Soul’d Out Brings a New Concert Series With an Environmentally Conscious Tilt to Green Anchors

Summer performances include Elephant Revival, Dirtwire and Beats Antique.

Glitterfox plays Glitterfest 2024 at Green Anchors (Alyna Desmond)

It took only a single visit to Green Anchors, the 7-acre industrial park located next to the Willamette River in North Portland, for Nicholas Harris to fall in love.

“His words to me,” says Josh Pollack, talent buyer for Soul’d Out Productions, the concert promotions firm co-founded by Harris, “were like, ‘I’ve been looking for this place for 20 years.’ He’s been looking for something that’s got that Portland DIY vibe where we can do something kind of different.”

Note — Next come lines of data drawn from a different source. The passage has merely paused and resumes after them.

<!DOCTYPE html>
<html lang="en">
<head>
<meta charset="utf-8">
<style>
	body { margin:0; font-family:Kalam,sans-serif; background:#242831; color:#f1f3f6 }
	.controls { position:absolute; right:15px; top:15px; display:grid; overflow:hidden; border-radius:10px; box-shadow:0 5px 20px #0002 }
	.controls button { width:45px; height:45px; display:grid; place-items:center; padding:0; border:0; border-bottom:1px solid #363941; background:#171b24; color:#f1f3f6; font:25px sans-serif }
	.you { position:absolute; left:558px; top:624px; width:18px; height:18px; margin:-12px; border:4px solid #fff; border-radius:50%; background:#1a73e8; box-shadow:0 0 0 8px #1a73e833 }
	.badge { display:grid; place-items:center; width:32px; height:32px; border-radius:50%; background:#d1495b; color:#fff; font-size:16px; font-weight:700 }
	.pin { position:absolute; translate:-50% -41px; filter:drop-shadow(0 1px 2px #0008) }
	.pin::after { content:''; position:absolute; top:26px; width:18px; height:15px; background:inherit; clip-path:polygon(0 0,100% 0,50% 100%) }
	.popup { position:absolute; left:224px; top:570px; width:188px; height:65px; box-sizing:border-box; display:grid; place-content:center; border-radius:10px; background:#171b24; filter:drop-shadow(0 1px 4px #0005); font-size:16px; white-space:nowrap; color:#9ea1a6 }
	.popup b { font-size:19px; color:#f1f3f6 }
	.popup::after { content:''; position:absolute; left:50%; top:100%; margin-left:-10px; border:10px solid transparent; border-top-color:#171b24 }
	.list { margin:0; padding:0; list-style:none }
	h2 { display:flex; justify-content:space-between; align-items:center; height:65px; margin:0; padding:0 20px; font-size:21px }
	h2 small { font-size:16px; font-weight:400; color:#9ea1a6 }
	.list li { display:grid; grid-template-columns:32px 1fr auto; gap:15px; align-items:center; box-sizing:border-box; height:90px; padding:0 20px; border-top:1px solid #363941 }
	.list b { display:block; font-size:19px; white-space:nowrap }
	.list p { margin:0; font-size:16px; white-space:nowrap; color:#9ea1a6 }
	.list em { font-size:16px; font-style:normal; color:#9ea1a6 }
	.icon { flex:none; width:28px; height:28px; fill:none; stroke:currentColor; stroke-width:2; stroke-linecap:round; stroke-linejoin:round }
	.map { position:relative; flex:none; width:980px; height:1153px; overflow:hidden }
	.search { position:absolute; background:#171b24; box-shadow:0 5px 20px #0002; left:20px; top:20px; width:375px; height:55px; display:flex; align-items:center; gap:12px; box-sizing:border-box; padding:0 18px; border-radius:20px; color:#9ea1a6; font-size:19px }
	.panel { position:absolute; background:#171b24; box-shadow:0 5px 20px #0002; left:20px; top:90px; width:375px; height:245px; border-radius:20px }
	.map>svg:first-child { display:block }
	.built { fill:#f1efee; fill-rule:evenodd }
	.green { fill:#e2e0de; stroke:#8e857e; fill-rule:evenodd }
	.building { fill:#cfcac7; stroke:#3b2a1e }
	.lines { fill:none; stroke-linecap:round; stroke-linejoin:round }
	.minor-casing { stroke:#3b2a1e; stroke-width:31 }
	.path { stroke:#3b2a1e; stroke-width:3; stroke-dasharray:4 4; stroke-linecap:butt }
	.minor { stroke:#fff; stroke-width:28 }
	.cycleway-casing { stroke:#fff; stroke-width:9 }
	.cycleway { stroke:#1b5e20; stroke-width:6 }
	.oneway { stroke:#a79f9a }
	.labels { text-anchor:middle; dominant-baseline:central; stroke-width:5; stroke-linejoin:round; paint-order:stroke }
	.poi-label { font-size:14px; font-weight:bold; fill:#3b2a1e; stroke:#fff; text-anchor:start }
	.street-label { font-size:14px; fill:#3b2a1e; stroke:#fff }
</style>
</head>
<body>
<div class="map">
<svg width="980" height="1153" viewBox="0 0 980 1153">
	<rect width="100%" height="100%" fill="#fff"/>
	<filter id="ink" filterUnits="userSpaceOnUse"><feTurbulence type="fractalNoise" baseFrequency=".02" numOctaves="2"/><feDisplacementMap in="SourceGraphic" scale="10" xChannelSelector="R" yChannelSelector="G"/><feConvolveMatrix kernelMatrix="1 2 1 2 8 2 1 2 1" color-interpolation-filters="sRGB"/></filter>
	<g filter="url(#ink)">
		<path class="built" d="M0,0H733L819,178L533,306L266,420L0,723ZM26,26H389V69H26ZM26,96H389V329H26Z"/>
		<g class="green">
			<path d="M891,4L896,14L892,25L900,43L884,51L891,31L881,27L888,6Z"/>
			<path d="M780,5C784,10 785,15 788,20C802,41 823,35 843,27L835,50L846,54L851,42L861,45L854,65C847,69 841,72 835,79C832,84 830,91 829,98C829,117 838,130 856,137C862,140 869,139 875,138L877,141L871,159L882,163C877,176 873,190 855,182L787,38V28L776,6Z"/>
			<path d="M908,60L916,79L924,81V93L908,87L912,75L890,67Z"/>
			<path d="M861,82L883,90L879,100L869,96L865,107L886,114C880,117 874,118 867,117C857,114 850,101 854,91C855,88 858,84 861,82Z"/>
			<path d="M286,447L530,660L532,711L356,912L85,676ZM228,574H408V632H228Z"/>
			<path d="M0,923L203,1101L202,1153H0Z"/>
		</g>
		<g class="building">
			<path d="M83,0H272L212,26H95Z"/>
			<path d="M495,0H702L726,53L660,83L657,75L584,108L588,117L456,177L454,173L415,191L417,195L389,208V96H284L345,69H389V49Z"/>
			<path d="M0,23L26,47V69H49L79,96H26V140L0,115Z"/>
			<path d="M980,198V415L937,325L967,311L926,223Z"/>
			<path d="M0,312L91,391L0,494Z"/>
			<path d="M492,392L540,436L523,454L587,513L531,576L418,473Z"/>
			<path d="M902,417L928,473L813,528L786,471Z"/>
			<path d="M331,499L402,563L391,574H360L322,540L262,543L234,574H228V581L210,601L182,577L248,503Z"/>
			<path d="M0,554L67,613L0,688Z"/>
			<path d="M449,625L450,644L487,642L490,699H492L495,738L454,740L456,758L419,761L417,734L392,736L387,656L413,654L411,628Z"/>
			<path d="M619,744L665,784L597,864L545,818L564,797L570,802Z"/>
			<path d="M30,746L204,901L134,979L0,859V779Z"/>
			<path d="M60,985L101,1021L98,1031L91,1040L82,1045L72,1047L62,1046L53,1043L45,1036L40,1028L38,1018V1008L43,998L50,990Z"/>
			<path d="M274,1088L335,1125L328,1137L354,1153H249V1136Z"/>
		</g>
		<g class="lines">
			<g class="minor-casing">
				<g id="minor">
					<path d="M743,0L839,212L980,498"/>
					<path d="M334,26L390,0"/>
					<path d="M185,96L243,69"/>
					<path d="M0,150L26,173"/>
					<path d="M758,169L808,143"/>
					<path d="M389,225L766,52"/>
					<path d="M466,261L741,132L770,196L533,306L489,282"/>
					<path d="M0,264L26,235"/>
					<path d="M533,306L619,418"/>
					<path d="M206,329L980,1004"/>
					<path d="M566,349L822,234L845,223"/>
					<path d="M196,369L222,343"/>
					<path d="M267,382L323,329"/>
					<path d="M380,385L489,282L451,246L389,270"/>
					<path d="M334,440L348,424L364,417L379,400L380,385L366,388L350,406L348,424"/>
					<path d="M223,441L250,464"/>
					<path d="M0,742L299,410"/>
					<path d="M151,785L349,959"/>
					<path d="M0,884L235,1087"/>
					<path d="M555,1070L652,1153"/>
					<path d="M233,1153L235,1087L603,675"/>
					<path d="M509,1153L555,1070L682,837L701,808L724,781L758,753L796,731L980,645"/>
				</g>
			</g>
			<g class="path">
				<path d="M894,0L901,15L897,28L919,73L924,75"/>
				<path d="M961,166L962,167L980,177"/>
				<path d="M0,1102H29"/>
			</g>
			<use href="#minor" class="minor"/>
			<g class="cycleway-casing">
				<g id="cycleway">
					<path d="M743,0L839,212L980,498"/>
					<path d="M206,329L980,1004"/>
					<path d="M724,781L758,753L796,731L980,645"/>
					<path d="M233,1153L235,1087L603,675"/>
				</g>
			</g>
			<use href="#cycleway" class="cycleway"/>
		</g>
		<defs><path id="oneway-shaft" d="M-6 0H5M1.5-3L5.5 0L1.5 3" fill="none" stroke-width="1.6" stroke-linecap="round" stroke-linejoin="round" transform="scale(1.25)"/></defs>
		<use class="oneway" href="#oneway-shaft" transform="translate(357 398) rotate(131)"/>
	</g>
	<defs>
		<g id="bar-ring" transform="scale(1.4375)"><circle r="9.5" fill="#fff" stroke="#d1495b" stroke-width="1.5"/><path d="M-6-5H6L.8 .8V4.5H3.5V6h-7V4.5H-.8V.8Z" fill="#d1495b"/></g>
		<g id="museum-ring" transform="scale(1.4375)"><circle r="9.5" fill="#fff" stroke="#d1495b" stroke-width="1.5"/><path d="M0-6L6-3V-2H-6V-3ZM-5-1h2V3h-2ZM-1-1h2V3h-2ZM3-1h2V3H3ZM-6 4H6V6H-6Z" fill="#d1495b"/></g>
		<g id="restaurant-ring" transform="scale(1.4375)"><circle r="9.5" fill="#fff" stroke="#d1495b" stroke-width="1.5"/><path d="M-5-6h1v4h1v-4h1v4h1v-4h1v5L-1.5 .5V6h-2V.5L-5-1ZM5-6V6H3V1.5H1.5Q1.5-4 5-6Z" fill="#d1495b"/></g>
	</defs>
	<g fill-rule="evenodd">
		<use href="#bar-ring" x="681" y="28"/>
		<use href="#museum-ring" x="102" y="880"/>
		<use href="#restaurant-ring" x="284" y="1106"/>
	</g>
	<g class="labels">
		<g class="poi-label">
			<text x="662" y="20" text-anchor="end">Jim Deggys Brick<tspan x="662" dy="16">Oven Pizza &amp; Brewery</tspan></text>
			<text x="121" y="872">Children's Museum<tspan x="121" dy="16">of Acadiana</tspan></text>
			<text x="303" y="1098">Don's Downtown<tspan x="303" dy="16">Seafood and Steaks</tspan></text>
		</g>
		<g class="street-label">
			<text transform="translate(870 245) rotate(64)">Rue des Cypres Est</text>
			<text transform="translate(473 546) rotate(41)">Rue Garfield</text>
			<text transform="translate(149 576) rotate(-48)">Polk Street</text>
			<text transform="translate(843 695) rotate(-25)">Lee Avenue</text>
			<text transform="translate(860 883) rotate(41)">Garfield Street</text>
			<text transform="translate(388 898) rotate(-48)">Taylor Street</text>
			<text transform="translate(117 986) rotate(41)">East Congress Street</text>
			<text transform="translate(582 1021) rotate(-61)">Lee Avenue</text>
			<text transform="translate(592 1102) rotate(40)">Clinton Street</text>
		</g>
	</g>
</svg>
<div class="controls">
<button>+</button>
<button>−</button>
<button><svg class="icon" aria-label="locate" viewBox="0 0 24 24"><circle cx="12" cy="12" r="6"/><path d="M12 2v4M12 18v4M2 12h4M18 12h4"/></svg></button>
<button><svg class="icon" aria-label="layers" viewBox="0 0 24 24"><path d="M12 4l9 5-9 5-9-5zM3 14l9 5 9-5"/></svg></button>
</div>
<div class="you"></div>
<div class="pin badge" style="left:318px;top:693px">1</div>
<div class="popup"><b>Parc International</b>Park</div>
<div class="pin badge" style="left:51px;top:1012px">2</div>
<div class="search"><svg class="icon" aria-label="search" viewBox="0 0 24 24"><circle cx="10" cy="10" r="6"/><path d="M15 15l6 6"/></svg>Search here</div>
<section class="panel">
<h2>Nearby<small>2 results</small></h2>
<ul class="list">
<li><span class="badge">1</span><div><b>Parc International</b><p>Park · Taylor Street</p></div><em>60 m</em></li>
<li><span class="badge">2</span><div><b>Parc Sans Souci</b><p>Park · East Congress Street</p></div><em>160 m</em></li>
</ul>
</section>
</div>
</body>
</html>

That something is a new series of outdoor concerts that Soul’d Out is kicking off this summer at Green Anchors. The performances, scheduled over three weekends in June and July, perfectly dovetail with Soul’d Out’s mission to bring slightly left-of-center artists whose sounds are rooted in Black American music and Green Anchors’ vision of supporting environmentally conscious businesses and artisans.

For Soul’d Out, this is just the latest venture the organization has undertaken since its founding in 2008. For nine years, the company produced the Soul’d Out Fest, a multinight, multivenue experience that brought artists as varied as Prince, Giorgio Moroder, and Bonnie Raitt to Portland, and nowadays it helps book the PDX Jazz Festival as well as entertainment at The Get Down and Jack London Revue.

With environmental ideals in mind, the artists booked for this new series, like electronic fusion ensemble Beats Antique (June 20–21), self-proclaimed “swamptronica” act Dirtwire (July 26), and folk-rockers Elephant Revival (June 6–7), all needed to be on a similar wavelength.

“It takes a certain type of artist to really wrap their heads around wanting to play somewhere that’s not your typical venue,” Pollack says, “wanting to do something different and something cool in the summer where there’s some cause behind it.”

The cause in question falls somewhere between urban renewal and environmental revolution. Green Anchors lies on a remediated brownfield that, until 2005, was a shipyard that contributed to the pollution of the Willamette River. Cousins Mark Fisher and Matt Stein began leasing the property in 2012 and have been steadily transforming it into a bastion for environmental education and protection, as well as a home for various eco-minded organizations and businesses.

At first glance, it can be challenging to see the bigger picture of Green Anchors, as the scattershot collection of reused shipping containers, hastily constructed sheds, and piles of detritus gives the impression more of a wrecking yard than a cultural center. But even a short tour of the space reveals the logic within.

The tenants are a varied assemblage of artistic disciplines and entrepreneurial imagination. There’s a metal sculptor currently transporting one of their larger creations to a music festival in the Midwest, a gem cutter, a tiny home builder, a company that roasts chiles from New Mexico for salsas and sauces, and Mosquito Fleet, activists who take to the Willamette in kayaks to advocate for environmental justice. And in the corner closest to Cathedral Park is a stunning, well-tended garden teeming with native plants and dotted with large pieces of metal art.

It’s near that garden that Soul’d Out events will go down. Stein, Fisher and their team have constructed a pavilion with a stage built on what looks to be old plastic shipping containers, protected from the elements by a huge domed canopy. It’s a massive step up from the tents used for past live performances and other events at Green Anchors that wound up collapsing during the last ice storm. With this new setup and some additional seating areas they are building into some old shipping containers, Green Anchors will be able to accommodate 1,000 ticketholders for each Soul’d Out show.

Everyone involved is also looking at these concerts as an opportunity to educate people. Nonprofit organizations connected to Green Anchors and those involved with like-minded environmental causes will be on hand to share information. And there will likely be some kind of talks happening from the stage about how this space was so radically transformed.

“In the bigger picture, there’s acres and acres and acres of old industrial land along this river not getting reused,” Stein says. “It’s not getting cleaned up. There’s a model that we’re creating here that can be followed for other properties.”


SEE IT: Elephant Revival at Green Anchors, 8940 N Bradford St., souldoutproductions.com/green-anchors. 7 pm Friday–Saturday, June 6–7. $30, $55 for both nights.